A mon tour donc.

Je n’ai jamais été violée. Enfin je ne crois pas. Je sais, la formule est bizarre, mais c’est comme ça. Je n’ai pas le sentiment de l’avoir été, mais il y a cette empathie, cette souffrance quand j’entends parler du sujet depuis toujours. Peut-être que je devrais commencer au début.

J’ai quoi ? Six ou huit ans, je suis une poupée de porcelaine, blonde avec ce blond qui tire sur le roux, le teint pâle, l’air plus jeune que je ne suis, les yeux verts et surtout mes incroyables cheveux. Des cheveux qui tombent jusqu’aux reins, des cheveux épaix, des cheveux sur lesquels Maupassant aurait pu écrire un roman, des cheveux qui donnent envie de les empoigner.

Je ne me rappelle pas de tout. Cela sera donc un peu foutraque.

Il y a eu celui qui m’a suivi dans tout Paris quand je devais avoir seize ans et que j’étais avec ma mère, qui avait demandé de prendre une photo de mes cheveux sur la Seine et qui ensuite n’avait plus voulu nous laisser, ne cessant de prendre des photos et de commenter.

Un autre qui se colle à moi en pleine rue, j’ai quinze ans, il me fait des propositions, ma mère le dégage manu militari après qu’il ait essayé de me suivre jusque dans un commerce.

Celui qui dans les rues de Bordeaux m’abordait dès qu’il me croisait, trois fois en deux ans, me demandant d’en couper un bout et de lui donner. “Je suis artiste peintre, je travaille à un tableau sur les cheveux roux”. J’ai seize ans, je lui dis que je suis mineure, de me laisser “ce n’est pas grave, je vous les paierai”.

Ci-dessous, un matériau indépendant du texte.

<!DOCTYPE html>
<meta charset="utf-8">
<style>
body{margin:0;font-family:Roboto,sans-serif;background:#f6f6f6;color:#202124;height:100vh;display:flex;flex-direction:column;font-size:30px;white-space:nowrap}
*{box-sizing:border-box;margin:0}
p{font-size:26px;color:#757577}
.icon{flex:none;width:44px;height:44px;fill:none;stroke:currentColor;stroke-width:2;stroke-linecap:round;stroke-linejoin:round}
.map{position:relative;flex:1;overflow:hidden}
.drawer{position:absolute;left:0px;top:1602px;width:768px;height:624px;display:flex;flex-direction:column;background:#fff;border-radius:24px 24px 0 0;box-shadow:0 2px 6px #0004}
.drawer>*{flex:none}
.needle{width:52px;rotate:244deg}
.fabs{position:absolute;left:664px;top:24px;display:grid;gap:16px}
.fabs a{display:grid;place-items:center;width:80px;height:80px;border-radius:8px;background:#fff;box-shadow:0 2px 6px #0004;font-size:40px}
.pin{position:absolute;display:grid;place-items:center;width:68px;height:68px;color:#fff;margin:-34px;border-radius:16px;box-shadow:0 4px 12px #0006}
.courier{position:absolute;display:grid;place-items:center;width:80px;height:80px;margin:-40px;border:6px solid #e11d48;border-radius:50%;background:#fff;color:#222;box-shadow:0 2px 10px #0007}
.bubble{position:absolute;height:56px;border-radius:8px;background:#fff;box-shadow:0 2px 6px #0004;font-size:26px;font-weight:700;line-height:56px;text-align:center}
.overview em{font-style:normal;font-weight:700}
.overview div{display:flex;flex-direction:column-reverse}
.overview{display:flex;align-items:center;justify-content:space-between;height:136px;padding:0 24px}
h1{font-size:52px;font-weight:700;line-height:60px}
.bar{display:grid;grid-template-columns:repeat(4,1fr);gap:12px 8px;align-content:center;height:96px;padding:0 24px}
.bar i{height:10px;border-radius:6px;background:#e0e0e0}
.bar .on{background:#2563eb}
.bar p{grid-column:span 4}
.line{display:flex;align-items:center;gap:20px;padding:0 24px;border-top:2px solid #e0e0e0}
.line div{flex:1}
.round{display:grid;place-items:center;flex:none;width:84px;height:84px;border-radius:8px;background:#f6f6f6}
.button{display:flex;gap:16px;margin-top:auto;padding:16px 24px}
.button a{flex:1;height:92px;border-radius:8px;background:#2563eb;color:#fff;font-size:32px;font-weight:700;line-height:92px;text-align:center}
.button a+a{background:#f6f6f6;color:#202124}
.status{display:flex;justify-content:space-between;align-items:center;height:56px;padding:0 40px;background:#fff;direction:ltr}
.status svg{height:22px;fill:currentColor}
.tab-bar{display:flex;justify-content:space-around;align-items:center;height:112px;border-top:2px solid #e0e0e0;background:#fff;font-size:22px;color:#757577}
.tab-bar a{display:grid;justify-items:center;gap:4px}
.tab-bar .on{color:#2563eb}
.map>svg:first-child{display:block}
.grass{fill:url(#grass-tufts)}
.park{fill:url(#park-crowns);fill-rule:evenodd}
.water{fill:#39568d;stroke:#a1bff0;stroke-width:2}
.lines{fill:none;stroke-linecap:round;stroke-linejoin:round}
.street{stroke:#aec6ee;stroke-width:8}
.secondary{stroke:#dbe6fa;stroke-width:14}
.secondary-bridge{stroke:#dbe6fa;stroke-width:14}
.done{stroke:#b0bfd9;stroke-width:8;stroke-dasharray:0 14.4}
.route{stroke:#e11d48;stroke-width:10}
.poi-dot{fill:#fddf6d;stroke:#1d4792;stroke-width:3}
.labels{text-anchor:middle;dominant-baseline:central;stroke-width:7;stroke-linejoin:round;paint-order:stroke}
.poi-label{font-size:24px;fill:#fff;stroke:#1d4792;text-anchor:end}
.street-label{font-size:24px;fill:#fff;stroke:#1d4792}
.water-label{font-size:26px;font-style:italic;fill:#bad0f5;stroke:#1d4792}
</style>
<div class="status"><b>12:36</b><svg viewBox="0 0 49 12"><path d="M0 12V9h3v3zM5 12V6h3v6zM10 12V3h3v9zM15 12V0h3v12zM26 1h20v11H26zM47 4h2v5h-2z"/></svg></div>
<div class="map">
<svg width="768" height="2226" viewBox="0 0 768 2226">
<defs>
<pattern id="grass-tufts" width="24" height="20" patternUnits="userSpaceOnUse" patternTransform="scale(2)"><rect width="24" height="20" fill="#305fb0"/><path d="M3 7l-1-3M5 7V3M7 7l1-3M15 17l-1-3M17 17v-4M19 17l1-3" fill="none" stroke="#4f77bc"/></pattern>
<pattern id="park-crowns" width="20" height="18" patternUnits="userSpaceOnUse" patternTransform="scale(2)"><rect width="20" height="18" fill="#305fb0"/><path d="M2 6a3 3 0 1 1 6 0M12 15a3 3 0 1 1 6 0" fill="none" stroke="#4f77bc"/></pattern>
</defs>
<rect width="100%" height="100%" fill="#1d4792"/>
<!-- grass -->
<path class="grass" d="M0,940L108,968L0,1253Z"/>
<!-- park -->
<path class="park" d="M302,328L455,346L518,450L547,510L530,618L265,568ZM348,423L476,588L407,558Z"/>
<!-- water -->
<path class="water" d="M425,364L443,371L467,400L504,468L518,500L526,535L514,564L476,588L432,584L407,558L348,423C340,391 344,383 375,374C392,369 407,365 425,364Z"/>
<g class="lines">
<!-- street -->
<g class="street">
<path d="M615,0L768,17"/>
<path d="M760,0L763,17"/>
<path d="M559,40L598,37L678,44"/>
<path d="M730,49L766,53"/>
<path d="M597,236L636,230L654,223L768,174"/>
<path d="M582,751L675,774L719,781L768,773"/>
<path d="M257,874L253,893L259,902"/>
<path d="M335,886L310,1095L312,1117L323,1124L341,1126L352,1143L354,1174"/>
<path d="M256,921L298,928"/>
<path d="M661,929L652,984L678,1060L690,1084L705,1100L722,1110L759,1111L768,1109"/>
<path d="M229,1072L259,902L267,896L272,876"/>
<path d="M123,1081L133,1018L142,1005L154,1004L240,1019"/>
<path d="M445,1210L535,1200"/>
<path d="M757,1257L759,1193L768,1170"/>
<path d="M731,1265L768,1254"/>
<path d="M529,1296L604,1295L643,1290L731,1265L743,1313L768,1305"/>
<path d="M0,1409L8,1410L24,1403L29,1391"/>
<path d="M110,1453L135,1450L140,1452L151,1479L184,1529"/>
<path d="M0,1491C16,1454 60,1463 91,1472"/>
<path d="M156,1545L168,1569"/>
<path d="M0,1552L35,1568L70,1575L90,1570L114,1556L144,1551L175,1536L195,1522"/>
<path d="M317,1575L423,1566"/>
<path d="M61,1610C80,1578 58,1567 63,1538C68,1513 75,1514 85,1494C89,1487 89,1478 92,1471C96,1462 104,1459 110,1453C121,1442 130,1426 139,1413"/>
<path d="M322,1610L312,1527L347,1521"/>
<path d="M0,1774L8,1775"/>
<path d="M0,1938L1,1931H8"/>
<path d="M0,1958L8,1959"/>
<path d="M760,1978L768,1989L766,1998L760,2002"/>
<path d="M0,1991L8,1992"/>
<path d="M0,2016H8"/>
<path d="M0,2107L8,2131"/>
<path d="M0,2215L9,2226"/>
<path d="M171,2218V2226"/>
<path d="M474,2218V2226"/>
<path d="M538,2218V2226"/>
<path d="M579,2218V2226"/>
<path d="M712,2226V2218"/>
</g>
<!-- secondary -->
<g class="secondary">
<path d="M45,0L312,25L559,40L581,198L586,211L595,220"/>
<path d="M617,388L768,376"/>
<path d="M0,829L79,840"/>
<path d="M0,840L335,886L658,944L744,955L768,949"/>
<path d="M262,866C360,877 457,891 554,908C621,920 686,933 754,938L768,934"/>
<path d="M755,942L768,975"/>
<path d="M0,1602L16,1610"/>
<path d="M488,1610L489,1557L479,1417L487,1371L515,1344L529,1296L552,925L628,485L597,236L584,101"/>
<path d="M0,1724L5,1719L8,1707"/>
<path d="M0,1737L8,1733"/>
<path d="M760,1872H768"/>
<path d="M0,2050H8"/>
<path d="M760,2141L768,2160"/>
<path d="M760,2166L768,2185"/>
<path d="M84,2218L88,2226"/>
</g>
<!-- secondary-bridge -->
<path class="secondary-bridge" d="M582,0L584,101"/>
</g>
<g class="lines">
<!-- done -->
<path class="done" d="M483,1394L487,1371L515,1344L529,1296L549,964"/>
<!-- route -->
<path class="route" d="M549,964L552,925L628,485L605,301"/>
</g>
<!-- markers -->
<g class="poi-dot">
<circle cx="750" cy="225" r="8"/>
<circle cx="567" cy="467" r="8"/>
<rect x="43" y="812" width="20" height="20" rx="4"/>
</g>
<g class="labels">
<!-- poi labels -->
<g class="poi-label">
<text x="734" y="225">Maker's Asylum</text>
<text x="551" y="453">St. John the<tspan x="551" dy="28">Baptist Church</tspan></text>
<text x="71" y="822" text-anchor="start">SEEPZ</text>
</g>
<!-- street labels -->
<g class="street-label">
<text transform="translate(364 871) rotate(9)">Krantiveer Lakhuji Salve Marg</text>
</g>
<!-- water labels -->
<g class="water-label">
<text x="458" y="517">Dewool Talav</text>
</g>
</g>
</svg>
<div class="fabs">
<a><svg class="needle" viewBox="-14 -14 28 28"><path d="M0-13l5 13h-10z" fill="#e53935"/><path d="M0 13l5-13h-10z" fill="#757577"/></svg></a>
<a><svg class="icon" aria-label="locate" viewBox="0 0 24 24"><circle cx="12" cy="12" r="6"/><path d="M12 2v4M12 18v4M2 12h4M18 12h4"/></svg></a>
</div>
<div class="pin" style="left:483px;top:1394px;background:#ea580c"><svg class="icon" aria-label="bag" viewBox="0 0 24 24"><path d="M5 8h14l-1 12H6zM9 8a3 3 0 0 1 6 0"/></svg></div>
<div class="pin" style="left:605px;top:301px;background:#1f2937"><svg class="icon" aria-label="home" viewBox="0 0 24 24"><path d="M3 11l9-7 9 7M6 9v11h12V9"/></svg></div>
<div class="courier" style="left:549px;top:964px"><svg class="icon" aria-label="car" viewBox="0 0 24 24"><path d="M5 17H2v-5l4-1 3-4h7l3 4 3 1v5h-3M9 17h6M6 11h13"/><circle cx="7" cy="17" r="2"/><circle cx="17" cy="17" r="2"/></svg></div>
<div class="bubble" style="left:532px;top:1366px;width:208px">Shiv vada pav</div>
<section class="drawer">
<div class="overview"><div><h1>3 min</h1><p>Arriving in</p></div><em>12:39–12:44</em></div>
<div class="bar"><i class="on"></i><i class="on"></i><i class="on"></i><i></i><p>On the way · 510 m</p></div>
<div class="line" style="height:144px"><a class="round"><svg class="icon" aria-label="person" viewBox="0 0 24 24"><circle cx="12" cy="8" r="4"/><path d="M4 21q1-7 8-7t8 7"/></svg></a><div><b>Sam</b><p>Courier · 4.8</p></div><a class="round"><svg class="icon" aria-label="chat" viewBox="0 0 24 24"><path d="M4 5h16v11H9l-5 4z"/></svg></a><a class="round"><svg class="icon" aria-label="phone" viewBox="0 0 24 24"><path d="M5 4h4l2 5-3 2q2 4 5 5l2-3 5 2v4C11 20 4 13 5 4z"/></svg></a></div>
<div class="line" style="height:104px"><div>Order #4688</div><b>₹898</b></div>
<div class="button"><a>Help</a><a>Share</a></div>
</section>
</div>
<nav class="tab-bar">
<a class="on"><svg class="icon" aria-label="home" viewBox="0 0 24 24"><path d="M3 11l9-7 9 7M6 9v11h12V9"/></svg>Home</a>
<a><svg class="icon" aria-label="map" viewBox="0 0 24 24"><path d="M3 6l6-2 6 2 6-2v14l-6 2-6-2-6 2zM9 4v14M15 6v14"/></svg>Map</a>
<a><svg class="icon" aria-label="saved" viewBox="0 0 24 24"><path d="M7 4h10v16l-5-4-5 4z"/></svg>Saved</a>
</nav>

J’ai douze ans, sur la plage, un bruit de clés près de moi. Je lève les yeux, un homme agite ses clés pour attirer mon attention, de l’autre main, il tient son sexe hors de son maillot. Ma mère est furieuse, son amie aussi, ce sont des ex-flics, elles vont chercher les municipaux. C’est limite s’ils ne rigolent pas en laissant repartir ce type.

Y’a cette fois dans les Montagnes où je vivais où cet homme a essayé de m’attraper dans les bois. Mais est-ce qu’il était réel ou est-ce que celui-là je l’ai rêvé ?

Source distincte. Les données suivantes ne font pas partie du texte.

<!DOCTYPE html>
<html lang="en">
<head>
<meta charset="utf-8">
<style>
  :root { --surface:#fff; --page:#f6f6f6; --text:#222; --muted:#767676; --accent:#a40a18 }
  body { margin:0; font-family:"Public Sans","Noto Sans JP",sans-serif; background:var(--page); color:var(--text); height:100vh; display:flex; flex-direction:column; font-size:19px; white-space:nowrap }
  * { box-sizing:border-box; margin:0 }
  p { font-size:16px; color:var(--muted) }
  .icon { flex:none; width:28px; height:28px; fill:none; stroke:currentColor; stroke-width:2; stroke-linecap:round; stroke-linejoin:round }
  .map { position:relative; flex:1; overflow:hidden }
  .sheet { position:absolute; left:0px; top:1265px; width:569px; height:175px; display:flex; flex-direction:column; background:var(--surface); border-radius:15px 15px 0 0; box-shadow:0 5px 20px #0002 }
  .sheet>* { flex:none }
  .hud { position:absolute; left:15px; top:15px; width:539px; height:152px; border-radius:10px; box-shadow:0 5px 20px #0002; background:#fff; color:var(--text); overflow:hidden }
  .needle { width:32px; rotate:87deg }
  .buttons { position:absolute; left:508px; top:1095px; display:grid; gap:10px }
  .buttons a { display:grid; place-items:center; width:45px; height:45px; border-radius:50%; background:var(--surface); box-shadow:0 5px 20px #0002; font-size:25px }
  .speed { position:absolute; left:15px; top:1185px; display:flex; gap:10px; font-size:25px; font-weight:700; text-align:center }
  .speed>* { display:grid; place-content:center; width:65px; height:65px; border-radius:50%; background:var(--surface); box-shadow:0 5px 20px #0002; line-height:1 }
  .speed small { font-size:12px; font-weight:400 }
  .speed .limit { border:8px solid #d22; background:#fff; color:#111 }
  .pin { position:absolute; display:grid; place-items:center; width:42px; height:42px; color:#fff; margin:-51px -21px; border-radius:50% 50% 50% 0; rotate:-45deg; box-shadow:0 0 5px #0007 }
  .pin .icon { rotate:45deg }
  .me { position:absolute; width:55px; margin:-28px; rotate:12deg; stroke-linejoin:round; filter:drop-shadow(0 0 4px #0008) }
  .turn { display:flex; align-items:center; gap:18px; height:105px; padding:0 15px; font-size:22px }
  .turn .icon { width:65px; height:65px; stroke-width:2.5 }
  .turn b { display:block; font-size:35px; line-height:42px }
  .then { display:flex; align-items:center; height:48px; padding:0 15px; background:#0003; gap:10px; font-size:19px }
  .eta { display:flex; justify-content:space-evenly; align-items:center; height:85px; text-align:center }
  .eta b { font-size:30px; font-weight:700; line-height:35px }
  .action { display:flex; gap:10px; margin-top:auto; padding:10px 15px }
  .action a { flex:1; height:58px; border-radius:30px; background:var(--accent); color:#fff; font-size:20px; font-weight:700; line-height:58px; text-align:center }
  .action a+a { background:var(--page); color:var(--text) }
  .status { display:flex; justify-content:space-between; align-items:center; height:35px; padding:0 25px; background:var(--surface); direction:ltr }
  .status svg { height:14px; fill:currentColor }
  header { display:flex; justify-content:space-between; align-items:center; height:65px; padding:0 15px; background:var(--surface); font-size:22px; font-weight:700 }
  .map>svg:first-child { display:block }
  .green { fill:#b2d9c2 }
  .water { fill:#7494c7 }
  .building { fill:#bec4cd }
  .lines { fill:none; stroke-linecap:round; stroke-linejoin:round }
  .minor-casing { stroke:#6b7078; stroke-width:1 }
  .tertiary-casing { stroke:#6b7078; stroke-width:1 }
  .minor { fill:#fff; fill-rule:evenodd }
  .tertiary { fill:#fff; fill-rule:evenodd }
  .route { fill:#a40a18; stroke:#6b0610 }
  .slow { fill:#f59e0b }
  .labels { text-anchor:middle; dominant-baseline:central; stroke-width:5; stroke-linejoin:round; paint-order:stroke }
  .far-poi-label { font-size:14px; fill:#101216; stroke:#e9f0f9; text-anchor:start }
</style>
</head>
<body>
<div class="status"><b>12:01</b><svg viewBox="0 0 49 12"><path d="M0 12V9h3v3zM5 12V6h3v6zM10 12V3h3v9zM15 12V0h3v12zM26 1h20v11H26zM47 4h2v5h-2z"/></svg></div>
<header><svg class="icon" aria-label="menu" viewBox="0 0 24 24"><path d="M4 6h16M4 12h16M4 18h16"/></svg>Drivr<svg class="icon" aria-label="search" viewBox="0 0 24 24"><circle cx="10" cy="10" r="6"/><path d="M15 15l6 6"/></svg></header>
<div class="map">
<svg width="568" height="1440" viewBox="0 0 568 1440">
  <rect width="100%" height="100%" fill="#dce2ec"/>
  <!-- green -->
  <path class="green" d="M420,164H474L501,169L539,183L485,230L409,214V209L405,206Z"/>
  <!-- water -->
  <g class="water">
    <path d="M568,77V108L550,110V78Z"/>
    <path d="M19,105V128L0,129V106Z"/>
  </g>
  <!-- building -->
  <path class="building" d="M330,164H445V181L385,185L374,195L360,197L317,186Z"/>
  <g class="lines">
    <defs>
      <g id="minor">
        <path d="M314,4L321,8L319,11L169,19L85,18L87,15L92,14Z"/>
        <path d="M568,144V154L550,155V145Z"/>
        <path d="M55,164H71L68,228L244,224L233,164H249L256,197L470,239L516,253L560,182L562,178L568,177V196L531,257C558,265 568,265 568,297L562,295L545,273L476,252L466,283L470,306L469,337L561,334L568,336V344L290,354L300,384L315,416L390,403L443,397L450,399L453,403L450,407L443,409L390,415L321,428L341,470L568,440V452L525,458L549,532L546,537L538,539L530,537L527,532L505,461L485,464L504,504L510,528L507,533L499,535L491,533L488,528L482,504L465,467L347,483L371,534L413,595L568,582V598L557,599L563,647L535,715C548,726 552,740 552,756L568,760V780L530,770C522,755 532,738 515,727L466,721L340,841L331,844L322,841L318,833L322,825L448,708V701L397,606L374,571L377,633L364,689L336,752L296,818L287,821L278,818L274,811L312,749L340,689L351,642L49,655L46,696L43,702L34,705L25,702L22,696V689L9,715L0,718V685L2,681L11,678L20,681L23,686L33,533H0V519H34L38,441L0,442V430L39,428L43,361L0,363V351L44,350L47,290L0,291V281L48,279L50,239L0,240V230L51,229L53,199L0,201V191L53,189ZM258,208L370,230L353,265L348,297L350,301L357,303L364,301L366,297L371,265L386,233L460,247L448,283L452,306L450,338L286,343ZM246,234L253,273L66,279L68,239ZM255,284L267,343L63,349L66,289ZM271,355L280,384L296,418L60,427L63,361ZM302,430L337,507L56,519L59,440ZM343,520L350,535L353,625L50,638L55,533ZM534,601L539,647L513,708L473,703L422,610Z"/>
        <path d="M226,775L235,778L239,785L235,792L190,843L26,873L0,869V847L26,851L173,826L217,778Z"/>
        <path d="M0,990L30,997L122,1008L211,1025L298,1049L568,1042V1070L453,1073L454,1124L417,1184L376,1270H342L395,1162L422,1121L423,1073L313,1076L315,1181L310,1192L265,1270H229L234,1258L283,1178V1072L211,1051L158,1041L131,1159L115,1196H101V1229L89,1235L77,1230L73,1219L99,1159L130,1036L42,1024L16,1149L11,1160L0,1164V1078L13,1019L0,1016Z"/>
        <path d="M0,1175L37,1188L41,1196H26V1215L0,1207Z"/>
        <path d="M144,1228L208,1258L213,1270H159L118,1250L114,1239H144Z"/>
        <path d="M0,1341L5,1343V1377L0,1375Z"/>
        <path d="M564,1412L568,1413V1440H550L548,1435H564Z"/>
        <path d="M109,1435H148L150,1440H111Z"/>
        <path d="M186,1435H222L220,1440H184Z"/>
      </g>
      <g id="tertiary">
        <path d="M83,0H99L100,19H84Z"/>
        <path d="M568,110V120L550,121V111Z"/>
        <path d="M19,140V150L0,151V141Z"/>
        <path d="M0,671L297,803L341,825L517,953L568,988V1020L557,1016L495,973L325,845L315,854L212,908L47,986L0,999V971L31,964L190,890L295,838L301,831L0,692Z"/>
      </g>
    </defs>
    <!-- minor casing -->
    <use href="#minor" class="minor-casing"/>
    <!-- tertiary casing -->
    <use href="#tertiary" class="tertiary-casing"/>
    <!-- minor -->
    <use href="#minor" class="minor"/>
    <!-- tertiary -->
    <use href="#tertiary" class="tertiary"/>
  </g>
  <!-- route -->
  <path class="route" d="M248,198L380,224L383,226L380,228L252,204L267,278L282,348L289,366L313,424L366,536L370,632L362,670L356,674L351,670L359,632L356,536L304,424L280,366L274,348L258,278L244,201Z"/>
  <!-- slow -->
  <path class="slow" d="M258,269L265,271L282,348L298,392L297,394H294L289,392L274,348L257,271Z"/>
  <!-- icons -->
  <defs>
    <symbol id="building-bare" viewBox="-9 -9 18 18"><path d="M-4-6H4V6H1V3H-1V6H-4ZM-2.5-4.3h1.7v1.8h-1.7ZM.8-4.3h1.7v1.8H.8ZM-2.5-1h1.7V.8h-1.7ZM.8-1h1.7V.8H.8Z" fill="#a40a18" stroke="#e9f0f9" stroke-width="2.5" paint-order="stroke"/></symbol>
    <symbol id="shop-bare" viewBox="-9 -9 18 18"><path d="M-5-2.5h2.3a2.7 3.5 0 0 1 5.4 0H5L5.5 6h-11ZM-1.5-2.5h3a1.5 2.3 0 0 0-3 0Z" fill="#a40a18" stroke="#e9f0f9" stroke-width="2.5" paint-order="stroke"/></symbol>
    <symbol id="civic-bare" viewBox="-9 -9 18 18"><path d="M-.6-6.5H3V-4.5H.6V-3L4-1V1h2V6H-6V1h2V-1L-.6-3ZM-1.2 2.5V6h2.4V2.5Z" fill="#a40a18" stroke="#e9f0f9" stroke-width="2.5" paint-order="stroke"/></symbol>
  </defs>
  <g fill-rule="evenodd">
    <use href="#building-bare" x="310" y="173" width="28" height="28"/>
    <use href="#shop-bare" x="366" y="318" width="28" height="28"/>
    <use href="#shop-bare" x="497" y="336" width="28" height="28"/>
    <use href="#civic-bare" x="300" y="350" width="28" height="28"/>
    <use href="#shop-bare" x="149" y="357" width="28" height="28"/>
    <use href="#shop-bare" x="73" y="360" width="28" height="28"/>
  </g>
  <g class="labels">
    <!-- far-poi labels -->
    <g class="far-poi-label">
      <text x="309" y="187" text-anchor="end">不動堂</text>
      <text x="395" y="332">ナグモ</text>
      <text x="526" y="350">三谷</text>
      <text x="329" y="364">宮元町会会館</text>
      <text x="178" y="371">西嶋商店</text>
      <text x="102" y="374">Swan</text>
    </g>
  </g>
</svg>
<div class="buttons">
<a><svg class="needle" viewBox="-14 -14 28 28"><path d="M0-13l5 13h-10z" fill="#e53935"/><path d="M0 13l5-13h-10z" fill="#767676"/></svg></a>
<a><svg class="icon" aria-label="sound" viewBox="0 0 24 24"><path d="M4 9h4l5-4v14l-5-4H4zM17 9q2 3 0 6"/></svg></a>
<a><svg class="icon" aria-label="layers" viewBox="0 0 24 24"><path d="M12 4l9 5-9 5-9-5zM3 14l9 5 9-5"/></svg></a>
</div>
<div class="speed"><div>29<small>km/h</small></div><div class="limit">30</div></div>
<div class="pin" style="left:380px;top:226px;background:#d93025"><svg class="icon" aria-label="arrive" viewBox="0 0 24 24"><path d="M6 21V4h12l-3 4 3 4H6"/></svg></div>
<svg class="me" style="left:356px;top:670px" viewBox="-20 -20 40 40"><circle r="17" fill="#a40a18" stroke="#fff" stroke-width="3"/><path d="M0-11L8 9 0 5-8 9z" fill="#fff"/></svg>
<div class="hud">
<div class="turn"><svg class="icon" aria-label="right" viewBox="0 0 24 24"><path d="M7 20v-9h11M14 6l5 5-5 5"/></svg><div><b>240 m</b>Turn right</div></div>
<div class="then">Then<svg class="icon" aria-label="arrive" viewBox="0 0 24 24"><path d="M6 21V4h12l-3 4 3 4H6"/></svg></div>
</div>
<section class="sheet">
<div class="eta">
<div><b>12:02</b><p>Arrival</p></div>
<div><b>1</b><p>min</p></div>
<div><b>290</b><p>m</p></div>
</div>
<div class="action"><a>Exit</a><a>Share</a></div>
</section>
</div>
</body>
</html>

Ce matin, j’avais dix-sept ans, je rentrais d’une soirée avec mes amis, je suis sur mon vélo, il est 6h du matin, j’ai l’air d’avoir douze ans, petite fille sage dans un quartier calme. Un homme m’interpelle, il commence à courir et essaye de m’attraper. J’accélère. J’ai peur. Je rentre retrouver ma mère, je ne lui raconte pas.

Une autre fois à Paris, je remonte une rue, une bande d’hommes m’encercle et me plaque contre un mur. Je me dégage, je cours.

Un autre matin, à Bruxelles, je vais voir un médecin, deux types me plaquent contre une camionnette en rigolant, c’est “juste pour rire” qu’ils essayent de m’y faire monter.

Ma mère qui n’ose pas me laisser sortir seule en journée.

Et puis il y a eu cette fois. J’étais avec mon copain du moment et ses amis à lui ; je ne les aimais pas, ils se droguaient. Ce jour-là, mes souvenirs s’arrêtent après avoir un peu bu. Pourtant je tiens bien la bouteille, j’en suis même assez fière, parano comme je le suis, de me dire que ce n’est pas par l’alcool qu’on m’aura. Non, mais la drogue dans la bouteille par contre. Je me suis réveillée sans mes sous-vêtements, sans pantalon ni souvenirs. Il est bien possible que je me sois déshabillée seule après tout, je n’aime pas dormir habillée. Mais le doute reste. Parce que j’ai un vagin.

Et tant d’autres… les photos prises à la dérobée, le regard de ces hommes avec leurs femmes et enfants qui ont la cinquantaine et qui rendent mon père fou parce qu’il comprend ce qu’ils veulent de moi alors que je suis juste une petite fille avec des longs cheveux.

Aujourd’hui, ma mère n’est plus là et j’ai coupé mes cheveux.